I cittadini sono stati chiamati al voto per ribadire l’esistenza di una cronica e irrisolta questione settentrionale e reclamare la proprietà “territoriale” del gettito del Nord. In modo diverso da come faceva Bossi con la sua minacciosa retorica bellica, anche stavolta la Lega ha voluto unire regionalismo e separatismo, saltando a piè pari ogni considerazione federalista. Non è la prima volta, nella storia della Seconda Repubblica, che la Lega usa la questione settentrionale come semplice rovescio della questione meridionale, con una retorica uguale e contraria, ma altrettanto vittimistica.

D’altra parte, regionalismo e separatismo, territorialismo e indipendentismo fiscale sono forme di particolarismo, non di federalismo, che è sempre – dove è davvero federalista – un ideale unitario e non disgregativo di realtà politico-territoriali differenti in termini economico-sociali e culturali. Il federalismo non esclude affatto trasferimenti fiscali tra diverse aree territoriali, ma li presuppone. Semplicemente definisce in modo efficiente e trasparente le relazioni istituzionali tra le realtà federate, secondo un principio di responsabilità economica e politica.

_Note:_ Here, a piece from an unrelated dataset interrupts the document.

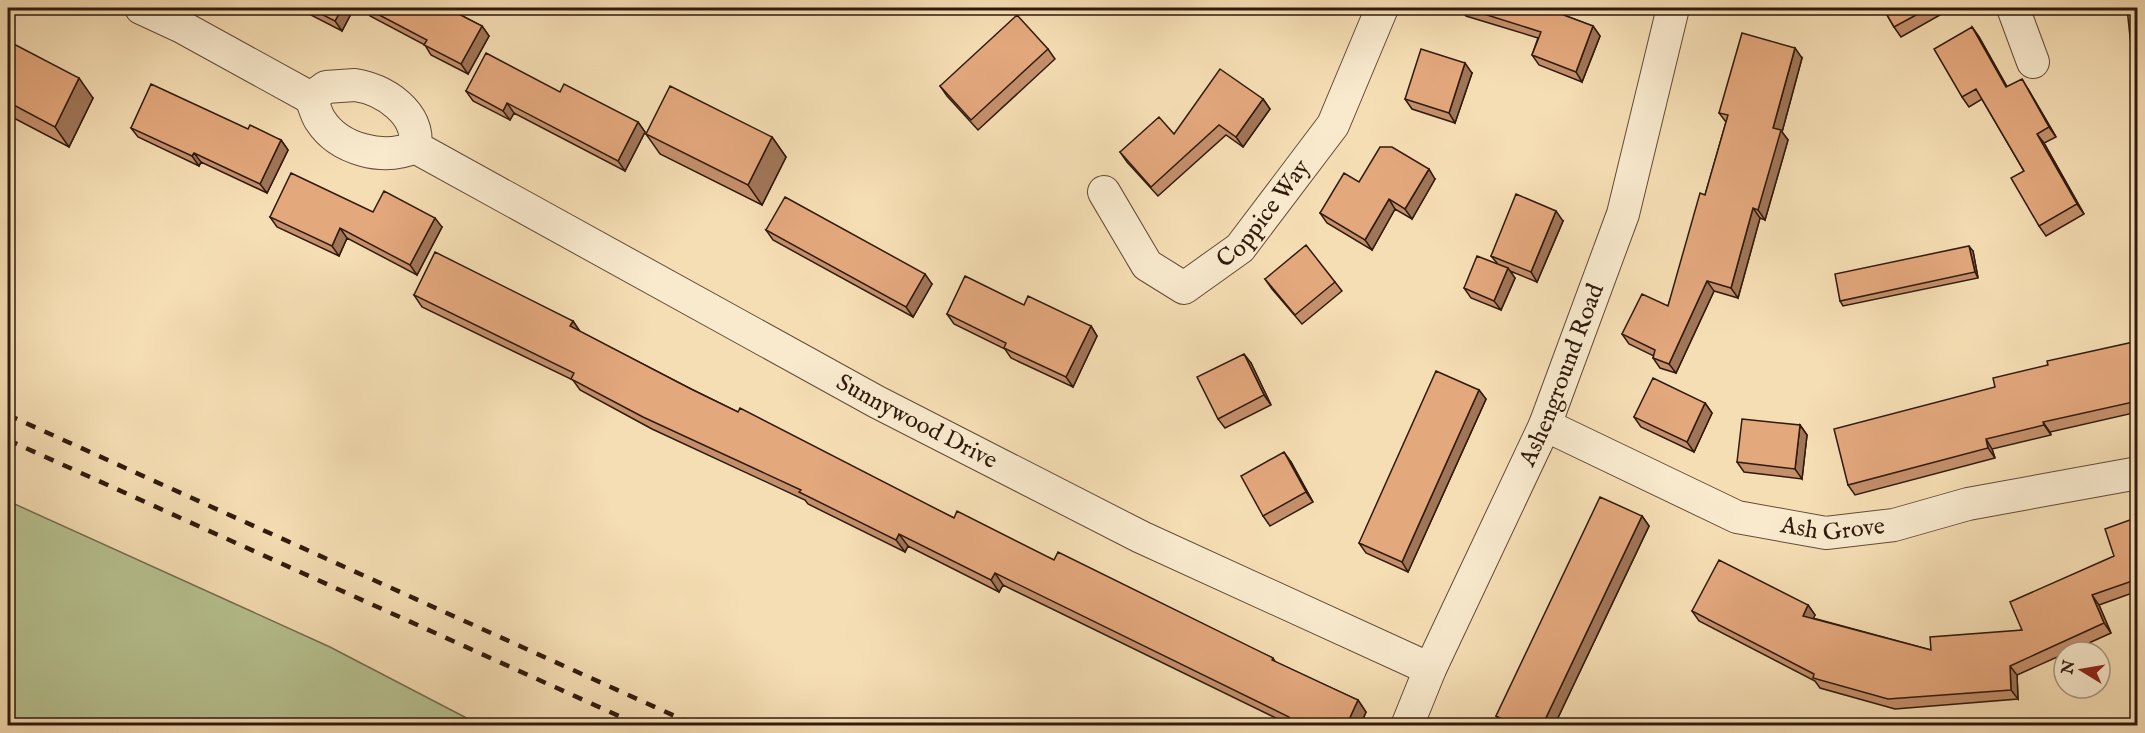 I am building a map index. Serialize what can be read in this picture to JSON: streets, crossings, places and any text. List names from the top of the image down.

In qualunque Paese – non ci sono eccezioni - ci sono aree con un residuo fiscale positivo e uno negativo. A meno di non ipotizzare uno stato fiscale comunista, dove tutti i territori hanno lo stesso reddito e la stessa struttura socio-demografica, c’è sempre, anche nelle realtà super federaliste, un processo redistributivo del gettito. Il problema è se questo effetto diventa una rendita e un disincentivo all’efficienza. In Italia però il disincentivo all’efficienza è stato, al Nord come al Sud, più legato al regionalismo (come dimostra l’aumento della spesa regionale, dopo la riforma costituzionale del 2001), che al centralismo. Quindi tutte le rivendicazioni di autonomia rischiano di consolidare l’idea malata e alla lunga insostenibile che il federalismo sia una sorta di guerra sulle risorse fiscali, tra territori gli uni contro gli altri armati.

La Lega Nord ha ribadito il proprio controllo politico del Nord a partire da una piattaforma politico-ideologica – sovranismo monetario, deficit spending, welfarismo assistenziale, protezionismo commerciale, autarchia alimentare – da stato libero di Bananas. Anche il ribellismo referendario è un corollario di questo disegno. Quanti in buona fede hanno voluto partecipare a questo “sabba democratico”, vedendone o non volendone vedere i rischi o pensando di raddrizzarne la piega, usciranno da questo voto delusi quanto quelli che, dal primo momento, hanno denunciato gli equivoci della propaganda plebiscitaria.

L’afflusso massiccio alle urne è sicuramente un fatto politico rilevante, ma appartiene ancora all’ordine dei problemi, non delle soluzioni. Come il voto al M5S – democraticamente altrettanto rispettabile e politicamente altrettanto velenoso – è sintomatico di un processo di alienazione politico-culturale sulle cause e sulle conseguenze della crisi italiana e sulle difficoltà del Nord che non ha nulla, assolutamente nulla, di promettente. Da oggi abbiamo solo un problema in più, non in meno.

Come il voto sulla Brexit, anche il voto lombardo-veneto aggiunge un altro muro e un altro vicolo cieco al labirinto del destino europeo. La corsa di giornaloni e partitoni a rendere omaggio a questo pronunciamento popolare, come se fosse il responso di un oracolo, appartiene invece alla più tradizionale e domestica cialtroneria italiana.